W tym roku jury zgodziło się z czytelnikami „Gazety Wyborczej”, przyznając nagrodę Mariuszowi Szczygłowi. W nominowanej siódemce znalazła się poza tym powieść Zyty Rudzkiej „Krótka wymiana ognia”, uhonorowana Nagrodą Gdynia, reportaż Małgorzaty Rejmer o Albanii „Błoto słodsze niż miód”, nagrodzony Paszportem „Polityki”, do tego biografia Oty Pavla „Pod powierzchnią” Aleksandra Kaczorowskiego oraz powieści: „Królestwo” Szczepana Twardocha, „Prymityw. Epopeja narodowa” Marcina Kołodziejczyka, „Turysta polski w ZSRR” Juliusza Strachoty.

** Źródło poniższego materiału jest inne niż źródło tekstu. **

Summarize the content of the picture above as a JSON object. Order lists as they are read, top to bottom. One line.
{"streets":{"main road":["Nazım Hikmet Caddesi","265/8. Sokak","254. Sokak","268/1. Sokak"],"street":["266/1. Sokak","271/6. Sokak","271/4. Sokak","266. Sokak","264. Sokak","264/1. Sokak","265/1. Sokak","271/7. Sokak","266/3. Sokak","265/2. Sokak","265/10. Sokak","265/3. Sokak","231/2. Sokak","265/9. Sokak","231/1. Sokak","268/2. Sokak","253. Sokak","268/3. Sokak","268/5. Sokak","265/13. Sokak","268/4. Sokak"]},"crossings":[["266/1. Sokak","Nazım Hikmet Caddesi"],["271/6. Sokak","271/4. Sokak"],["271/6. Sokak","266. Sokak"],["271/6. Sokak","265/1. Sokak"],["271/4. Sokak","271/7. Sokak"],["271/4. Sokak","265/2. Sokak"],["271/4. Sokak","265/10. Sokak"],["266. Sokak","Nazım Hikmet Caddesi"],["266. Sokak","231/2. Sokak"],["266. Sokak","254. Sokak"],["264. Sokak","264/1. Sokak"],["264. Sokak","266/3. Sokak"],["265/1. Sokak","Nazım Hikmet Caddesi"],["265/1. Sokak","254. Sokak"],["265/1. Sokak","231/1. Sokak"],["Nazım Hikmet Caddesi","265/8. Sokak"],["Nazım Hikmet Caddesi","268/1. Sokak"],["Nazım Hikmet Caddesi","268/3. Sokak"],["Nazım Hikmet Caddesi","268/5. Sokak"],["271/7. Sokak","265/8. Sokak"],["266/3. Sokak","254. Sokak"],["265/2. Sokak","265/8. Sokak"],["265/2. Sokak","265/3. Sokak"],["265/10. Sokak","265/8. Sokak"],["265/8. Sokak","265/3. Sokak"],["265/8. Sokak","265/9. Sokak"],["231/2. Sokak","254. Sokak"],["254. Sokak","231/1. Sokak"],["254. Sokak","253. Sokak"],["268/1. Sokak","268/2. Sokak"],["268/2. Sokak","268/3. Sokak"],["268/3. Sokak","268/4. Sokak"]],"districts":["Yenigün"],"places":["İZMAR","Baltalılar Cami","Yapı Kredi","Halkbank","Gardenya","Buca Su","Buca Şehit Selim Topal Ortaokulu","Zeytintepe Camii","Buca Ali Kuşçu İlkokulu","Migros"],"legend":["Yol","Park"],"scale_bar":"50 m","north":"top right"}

Mariusz Szczygieł mógłby otrzymać Nike już za książkę „Gottland” (wtedy również otrzymał nagrodę czytelników).
Mariusz Szczygieł majstruje przy ludzkiej duszy
„Nie ma” nie jest klasycznym zbiorem reportaży. To książka o poszukiwaniu formy dla wyrażenia nieobecności. I o bezradności reportażu, który – jak pisze Szczygieł – wyrasta z „nieumiejętności przeżycia własnego doświadczenia egzystencjalnego za pomocą fikcji”. I ta forma jest w tej książce za każdym razem inna – czasem to tabelka w Excelu, czasem składa się z pustych miejsc w opowieści. Znalazł się tu jeden z bardziej wstrząsających reportaży ostatnich lat: „Śliczny i posłuszny”, opublikowany w „Dużym Formacie”, o nauczycielce i katechetce, która zakatowała dziecko. A potem wciąż była ekspertką Ministerstwa Edukacji.